What you will do: Without any images, write the data out exactly as it appears.

___

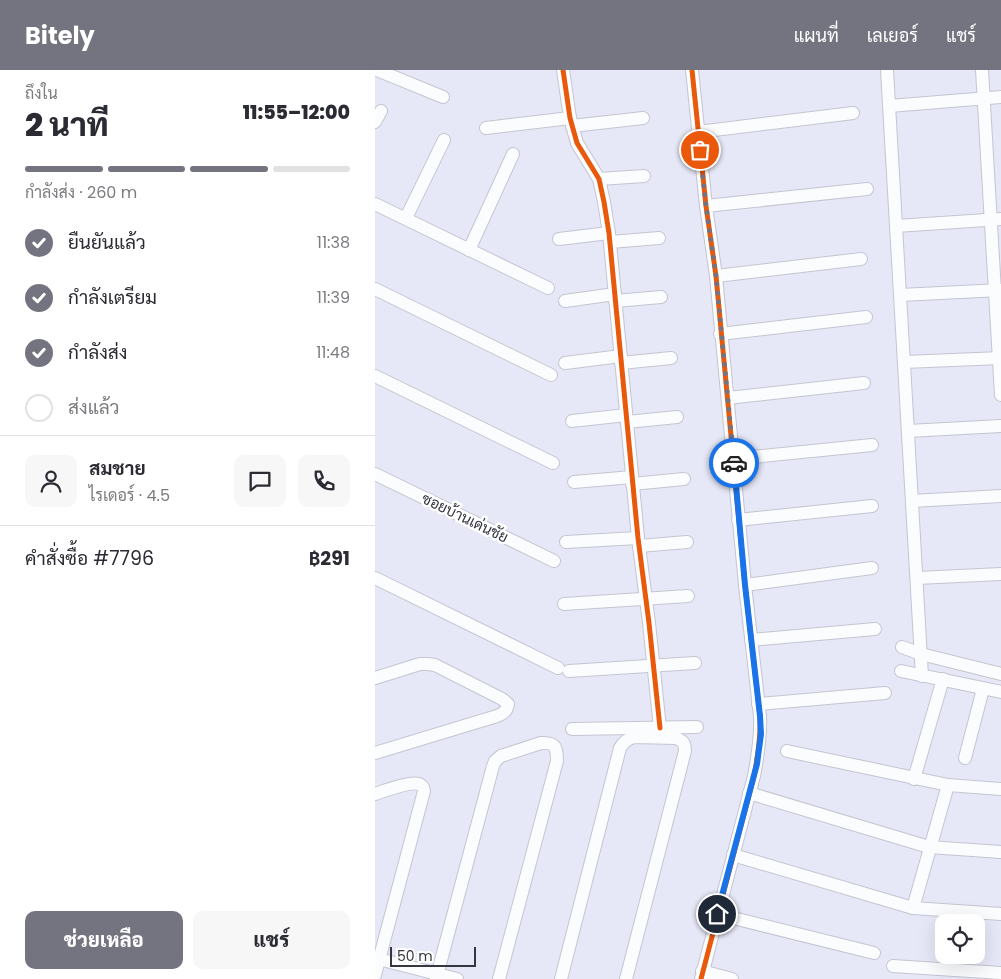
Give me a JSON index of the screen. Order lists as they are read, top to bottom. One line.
{"streets":{"street":["ซอยบ้านเด่นชัย"]},"scale_bar":"50 m","page":{"header":"Bitely","nav":["แผนที่","เลเยอร์","แชร์"],"heading":["2 นาที","ถึงใน","11:55–12:00"],"panel":["สมชาย","ไรเดอร์ · 4.5","คำสั่งซื้อ #7796","฿291"],"bar":"กำลังส่ง · 260 m","list":[["ยืนยันแล้ว","11:38"],["กำลังเตรียม","11:39"],["กำลังส่ง","11:48"],"ส่งแล้ว"],"buttons":["ช่วยเหลือ","แชร์"],"scale":"50 m"}}
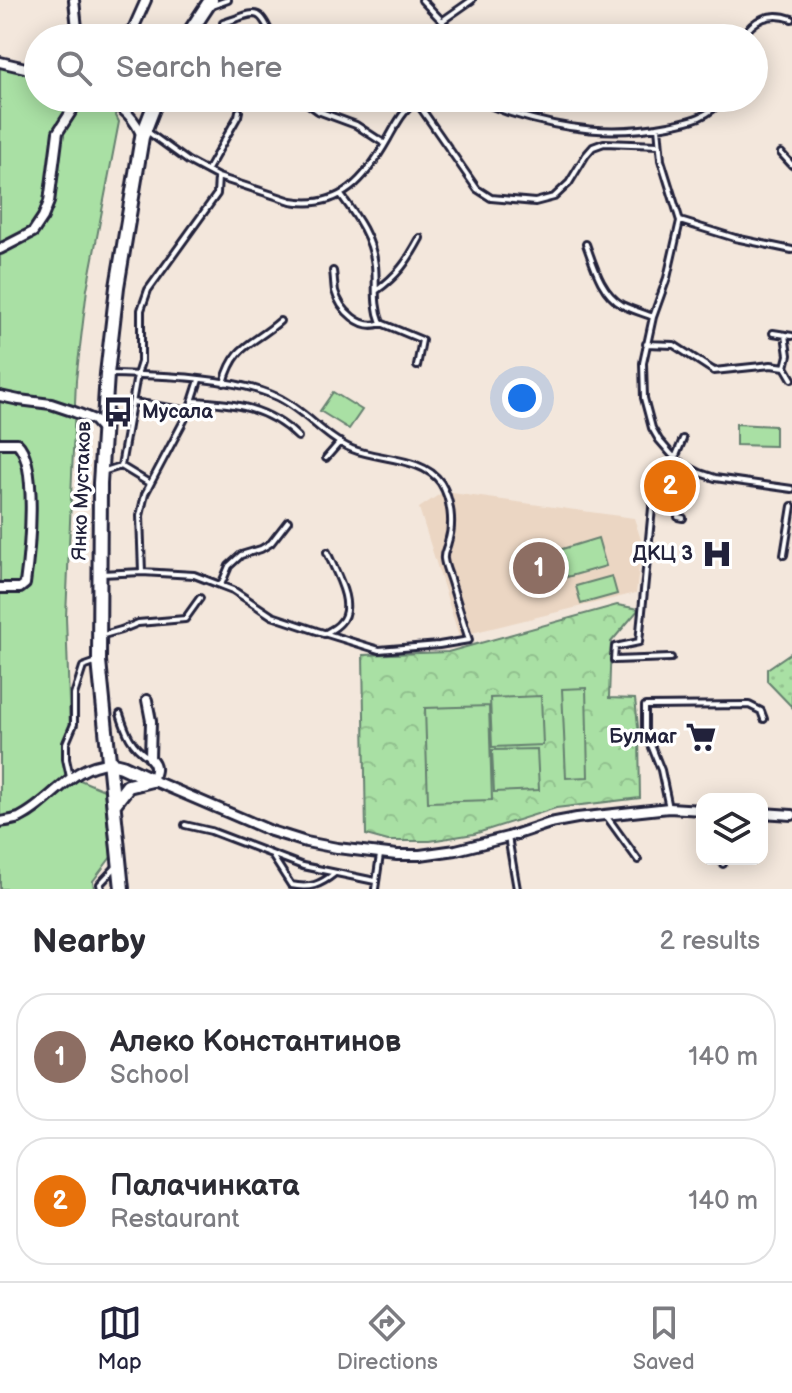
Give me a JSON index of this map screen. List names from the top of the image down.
{
  "streets": {
    "street": ["Янко Мустаков"]
  },
  "places": {
    "bus stop": ["Мусала"],
    "hospital": ["ДКЦ 3"],
    "supermarket": ["Булмаг"]
  },
  "page": {
    "search": "Search here",
    "pins": ["2", "1"],
    "heading": ["Nearby", "2 results"],
    "list": [
      {
        "mark": "1",
        "name": "Алеко Константинов",
        "note": "School",
        "value": "140 m"
      },
      {
        "mark": "2",
        "name": "Палачинката",
        "note": "Restaurant",
        "value": "140 m"
      }
    ],
    "nav": ["Map", "Directions", "Saved"]
  }
}
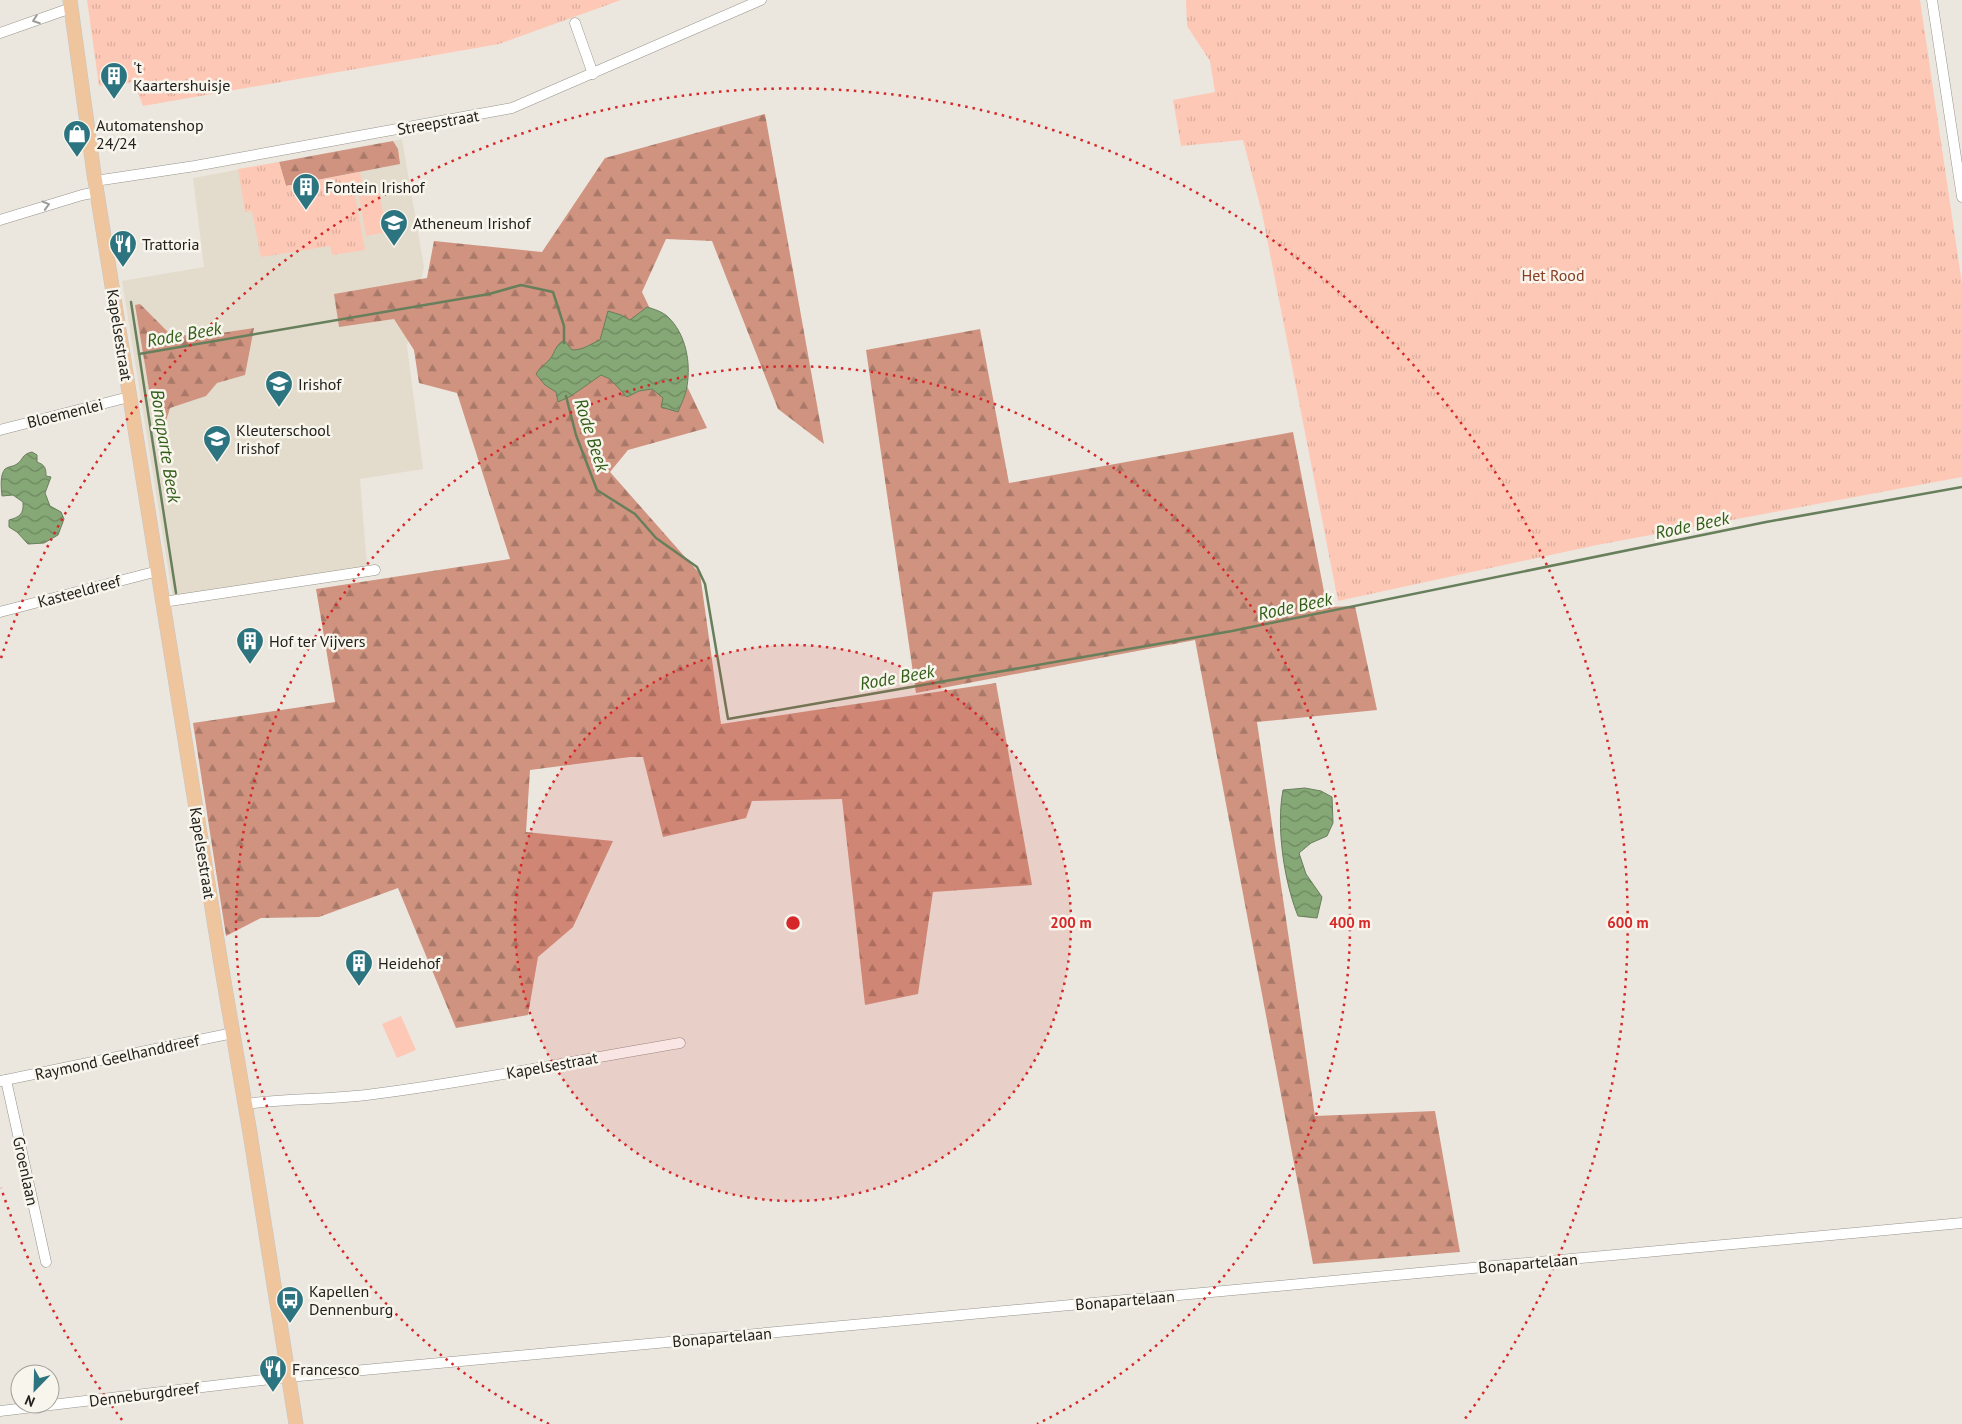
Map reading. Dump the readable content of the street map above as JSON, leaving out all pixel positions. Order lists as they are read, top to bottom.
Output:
{
  "streets": {
    "main road": ["Kapelsestraat"],
    "street": [
      "Streepstraat",
      "Bloemenlei",
      "Kasteeldreef",
      "Raymond Geelhanddreef",
      "Groenlaan",
      "Bonapartelaan",
      "Denneburgdreef"
    ]
  },
  "crossings": [
    ["Streepstraat", "Kapelsestraat"],
    ["Kapelsestraat", "Bloemenlei"],
    ["Kapelsestraat", "Kasteeldreef"],
    ["Kapelsestraat", "Raymond Geelhanddreef"],
    ["Kapelsestraat", "Bonapartelaan"],
    ["Kapelsestraat", "Denneburgdreef"],
    ["Raymond Geelhanddreef", "Groenlaan"],
    ["Bonapartelaan", "Denneburgdreef"]
  ],
  "water": ["Rode Beek", "Bonaparte Beek"],
  "parks": ["Het Rood"],
  "places": {
    "building": [
      "'t Kaartershuisje",
      "Fontein Irishof",
      "Hof ter Vijvers",
      "Heidehof"
    ],
    "shop": ["Automatenshop 24/24"],
    "school or university": ["Atheneum Irishof", "Irishof", "Kleuterschool Irishof"],
    "restaurant": ["Trattoria", "Francesco"],
    "bus stop": ["Kapellen Dennenburg"]
  },
  "north": "bottom left",
  "rings": ["200 m", "400 m", "600 m"]
}
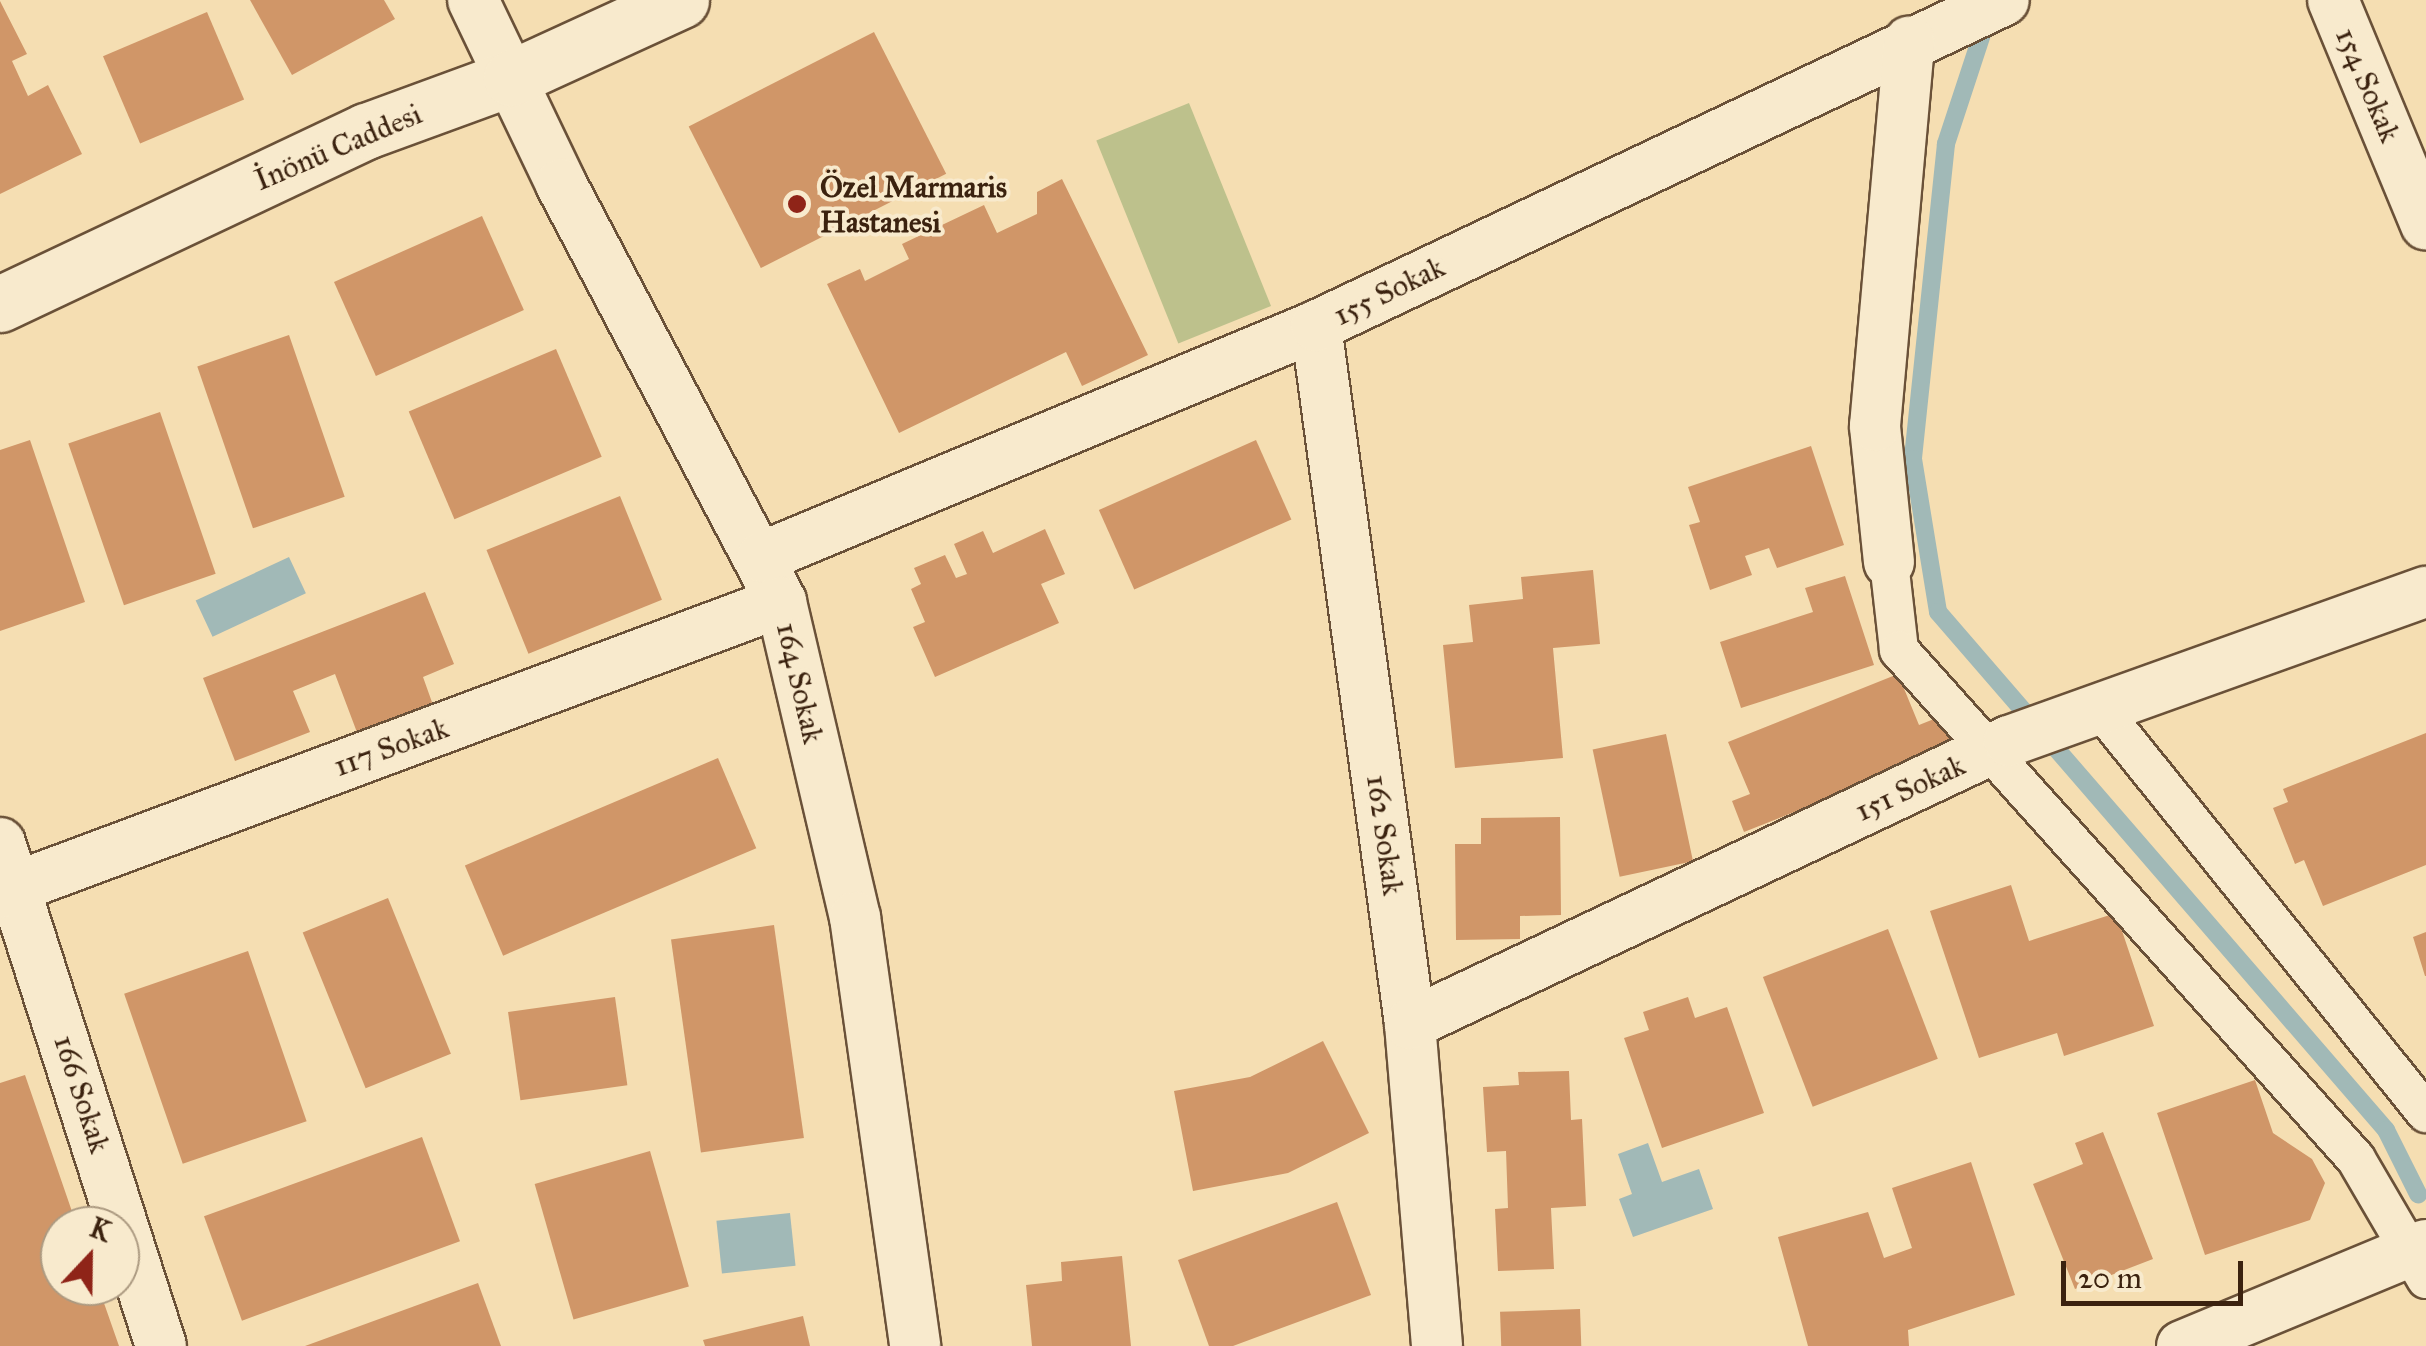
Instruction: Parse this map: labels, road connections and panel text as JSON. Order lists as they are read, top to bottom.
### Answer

___

Task solution:
Give me a JSON index of the screen. Order lists as they are read, top to bottom. One line.
{"streets":{"street":["ซอยบ้านเด่นชัย"]},"scale_bar":"50 m","page":{"header":"Bitely","nav":["แผนที่","เลเยอร์","แชร์"],"heading":["2 นาที","ถึงใน","11:55–12:00"],"panel":["สมชาย","ไรเดอร์ · 4.5","คำสั่งซื้อ #7796","฿291"],"bar":"กำลังส่ง · 260 m","list":[["ยืนยันแล้ว","11:38"],["กำลังเตรียม","11:39"],["กำลังส่ง","11:48"],"ส่งแล้ว"],"buttons":["ช่วยเหลือ","แชร์"],"scale":"50 m"}}
Give me a JSON index of this map screen. List names from the top of the image down.
{
  "streets": {
    "street": ["Янко Мустаков"]
  },
  "places": {
    "bus stop": ["Мусала"],
    "hospital": ["ДКЦ 3"],
    "supermarket": ["Булмаг"]
  },
  "page": {
    "search": "Search here",
    "pins": ["2", "1"],
    "heading": ["Nearby", "2 results"],
    "list": [
      {
        "mark": "1",
        "name": "Алеко Константинов",
        "note": "School",
        "value": "140 m"
      },
      {
        "mark": "2",
        "name": "Палачинката",
        "note": "Restaurant",
        "value": "140 m"
      }
    ],
    "nav": ["Map", "Directions", "Saved"]
  }
}
Map reading. Dump the readable content of the street map above as JSON, leaving out all pixel positions. Order lists as they are read, top to bottom.
Output:
{
  "streets": {
    "main road": ["Kapelsestraat"],
    "street": [
      "Streepstraat",
      "Bloemenlei",
      "Kasteeldreef",
      "Raymond Geelhanddreef",
      "Groenlaan",
      "Bonapartelaan",
      "Denneburgdreef"
    ]
  },
  "crossings": [
    ["Streepstraat", "Kapelsestraat"],
    ["Kapelsestraat", "Bloemenlei"],
    ["Kapelsestraat", "Kasteeldreef"],
    ["Kapelsestraat", "Raymond Geelhanddreef"],
    ["Kapelsestraat", "Bonapartelaan"],
    ["Kapelsestraat", "Denneburgdreef"],
    ["Raymond Geelhanddreef", "Groenlaan"],
    ["Bonapartelaan", "Denneburgdreef"]
  ],
  "water": ["Rode Beek", "Bonaparte Beek"],
  "parks": ["Het Rood"],
  "places": {
    "building": [
      "'t Kaartershuisje",
      "Fontein Irishof",
      "Hof ter Vijvers",
      "Heidehof"
    ],
    "shop": ["Automatenshop 24/24"],
    "school or university": ["Atheneum Irishof", "Irishof", "Kleuterschool Irishof"],
    "restaurant": ["Trattoria", "Francesco"],
    "bus stop": ["Kapellen Dennenburg"]
  },
  "north": "bottom left",
  "rings": ["200 m", "400 m", "600 m"]
}
Instruction: Parse this map: labels, road connections and panel text as JSON. Order lists as they are read, top to bottom.
### Answer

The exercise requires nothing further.